WORK REQUEST: At the line that contains "Input: one rendered", begin setting down every line word for word, and stop after the last line of the listing.

STORED DATA:
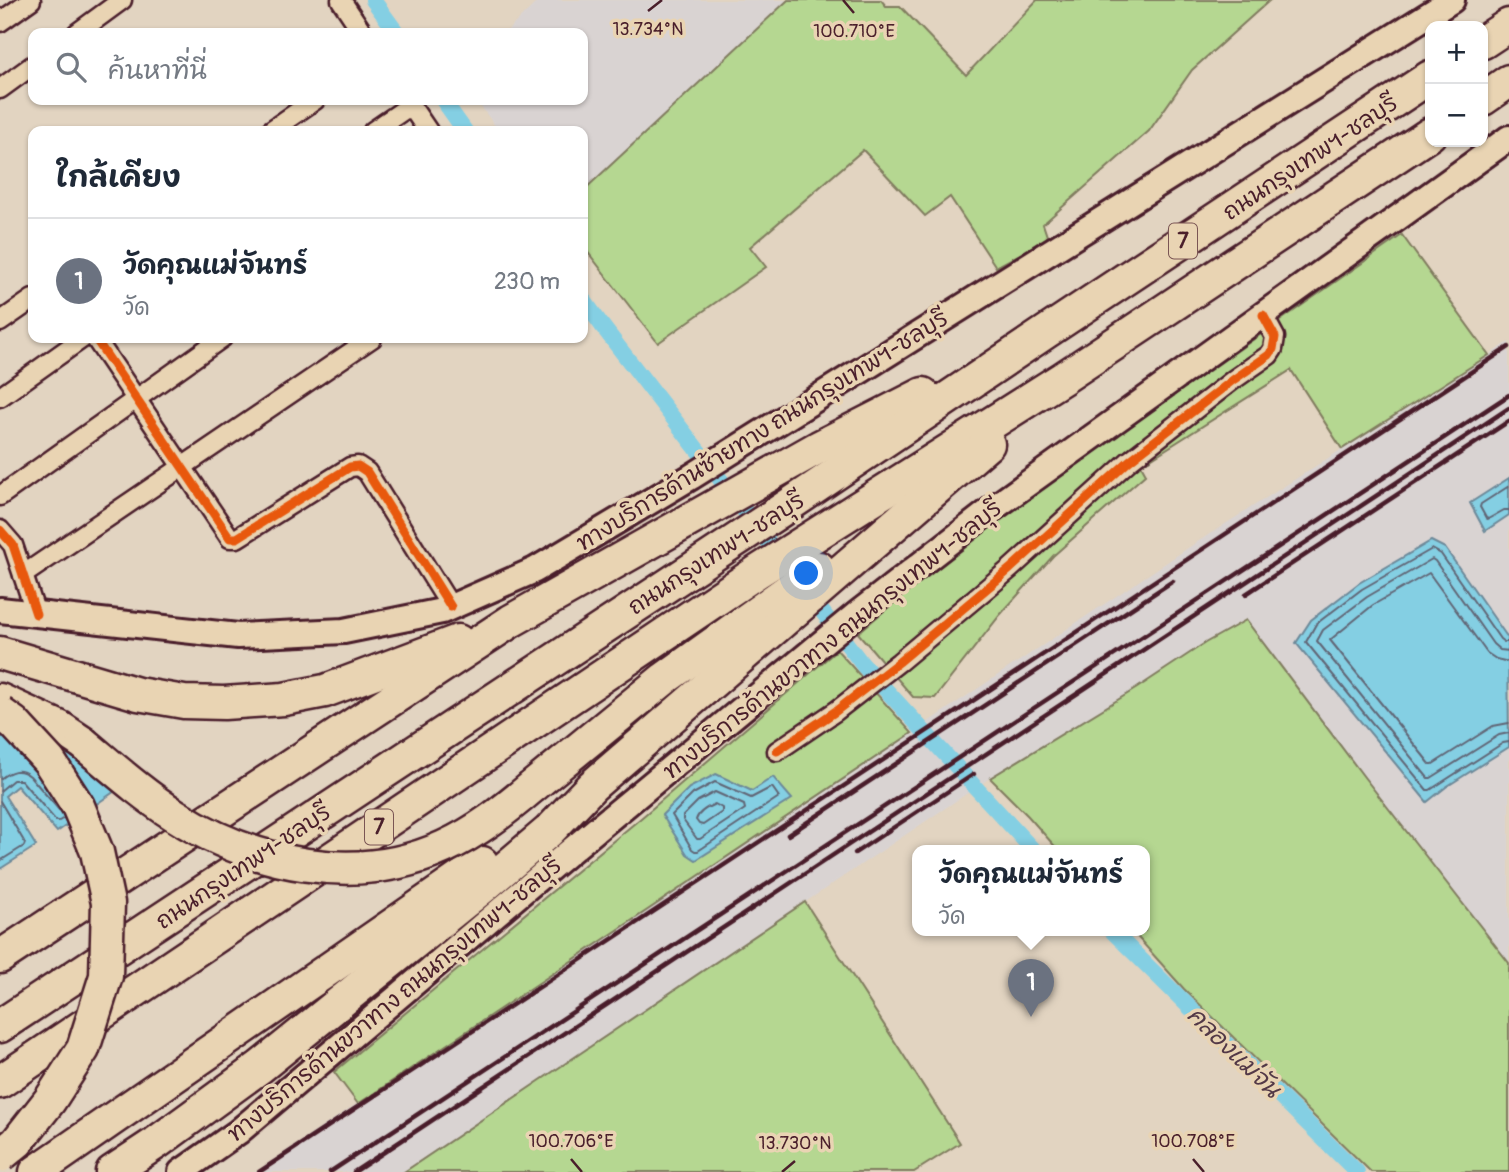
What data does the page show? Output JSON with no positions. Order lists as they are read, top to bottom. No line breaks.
{"streets":{"highway":["ถนนกรุงเทพฯ-ชลบุรี","7"],"main road":["ทางบริการด้านซ้ายทาง ถนนกรุงเทพฯ-ชลบุรี","ทางบริการด้านขวาทาง ถนนกรุงเทพฯ-ชลบุรี"]},"water":["คลองแม่จัน"],"page":{"map_buttons":["+","−"],"search":"ค้นหาที่นี่","heading":"ใกล้เคียง","list":[{"mark":"1","name":"วัดคุณแม่จันทร์","note":"วัด","value":"230 m"}],"popup":["วัดคุณแม่จันทร์","วัด"],"pins":"1"},"coordinates":["13.734°N","100.710°E","100.706°E","100.708°E","13.730°N"]}
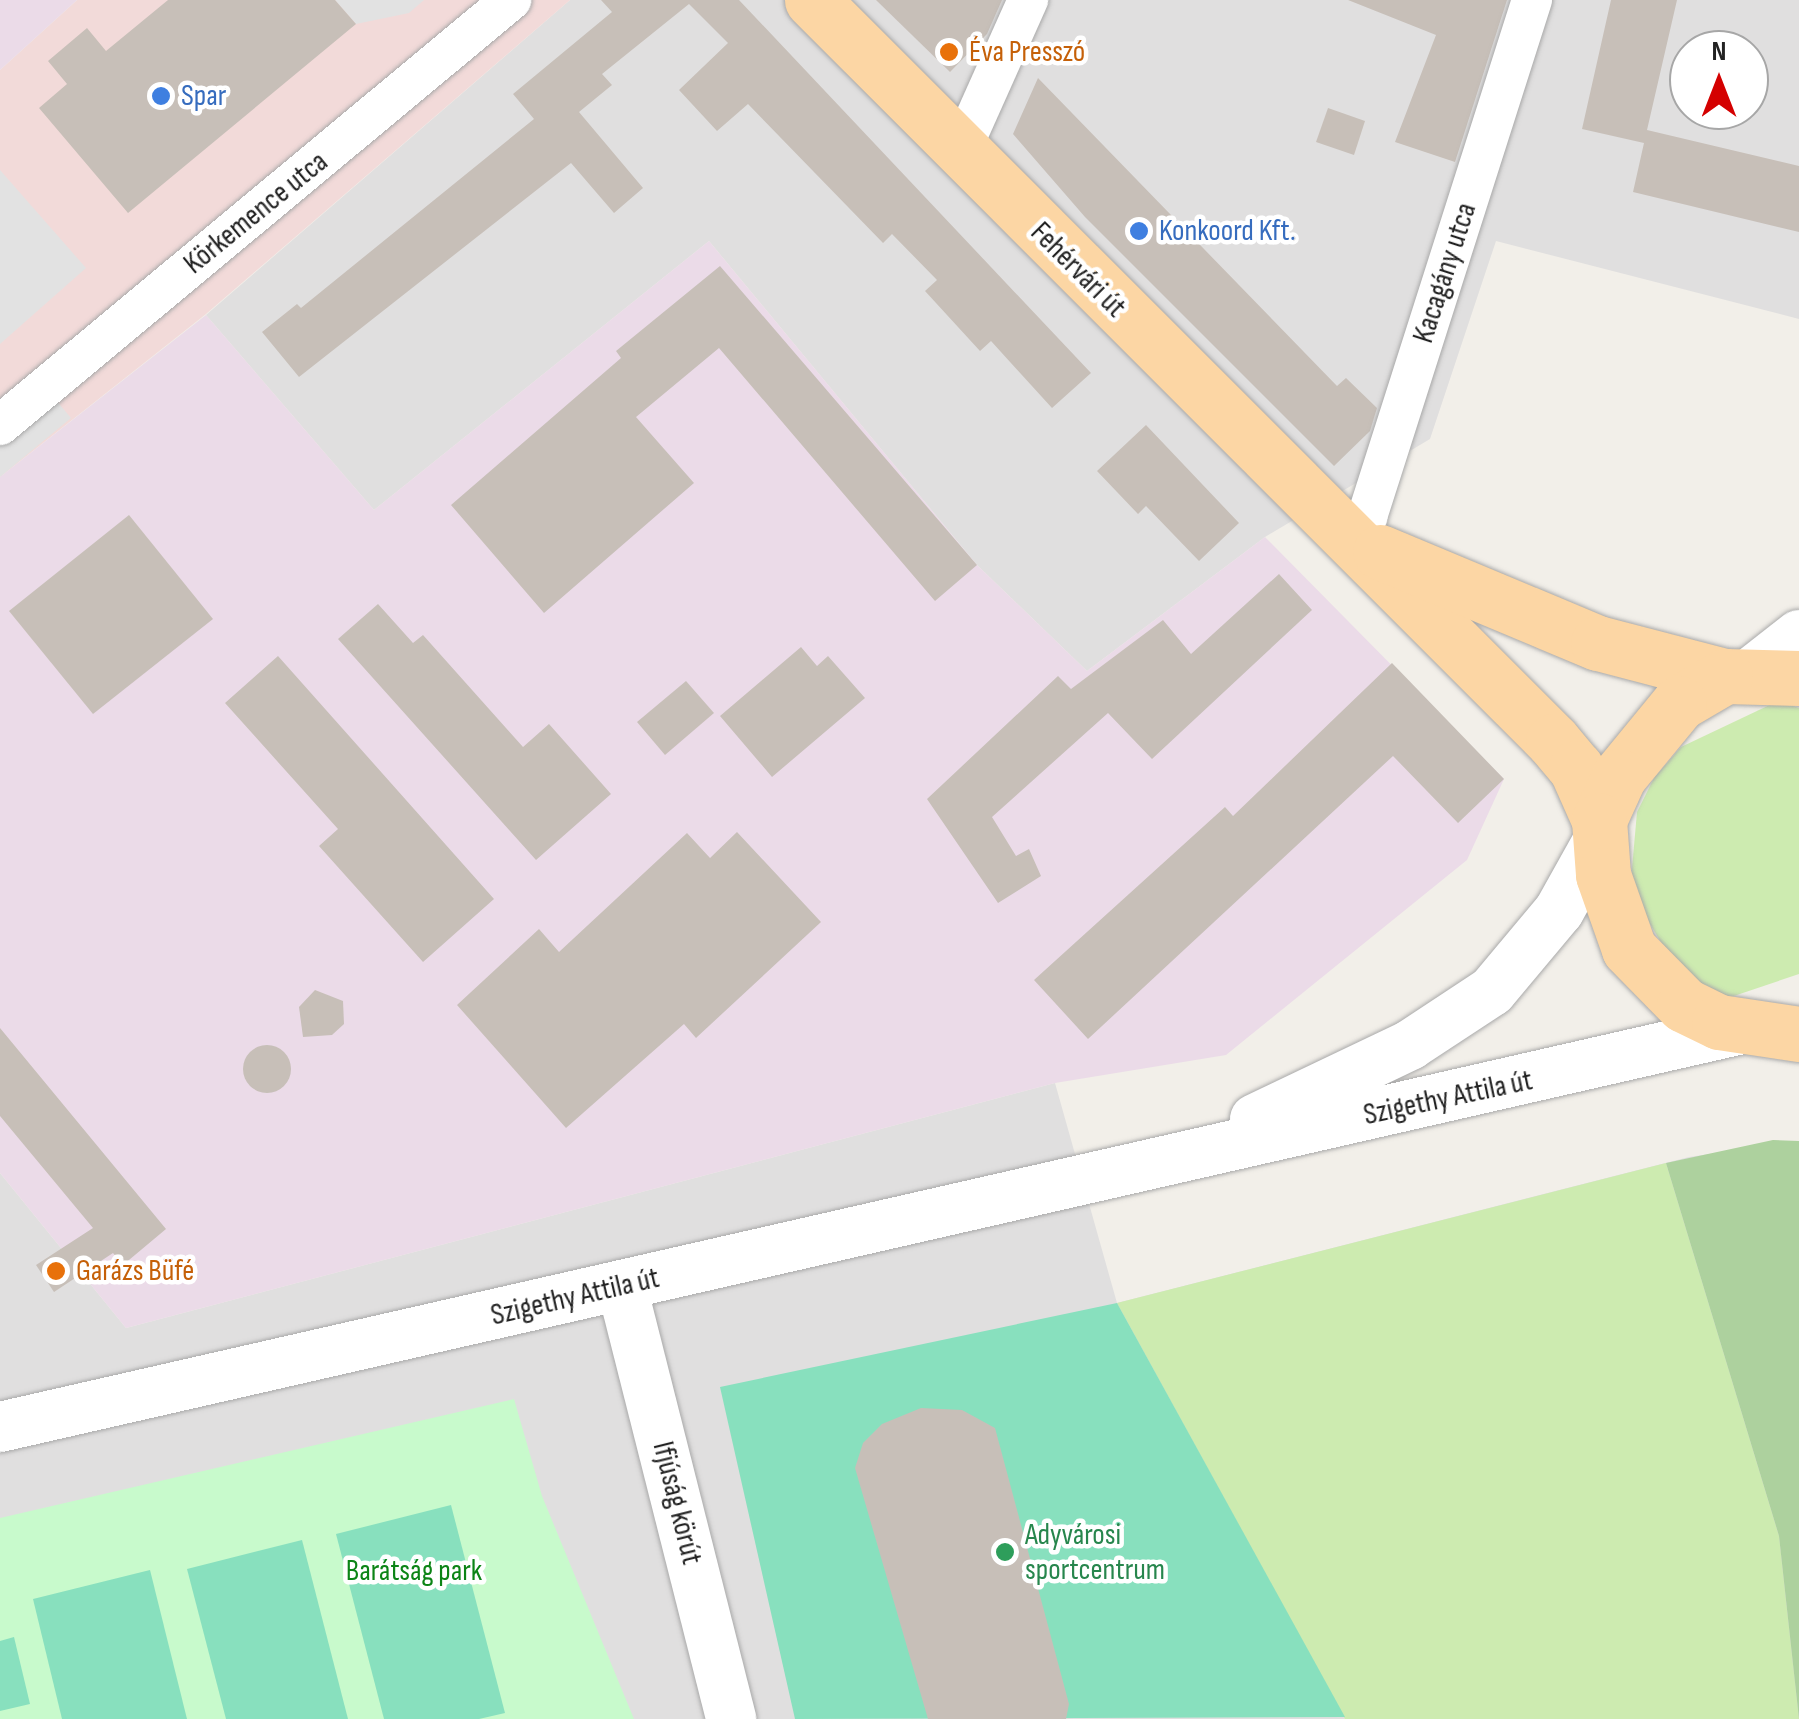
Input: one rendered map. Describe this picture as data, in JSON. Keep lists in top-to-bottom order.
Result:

ANSWER AREA:
Input: one rendered map. Describe this picture as data, in JSON. Keep lists in top-to-bottom order.
Result:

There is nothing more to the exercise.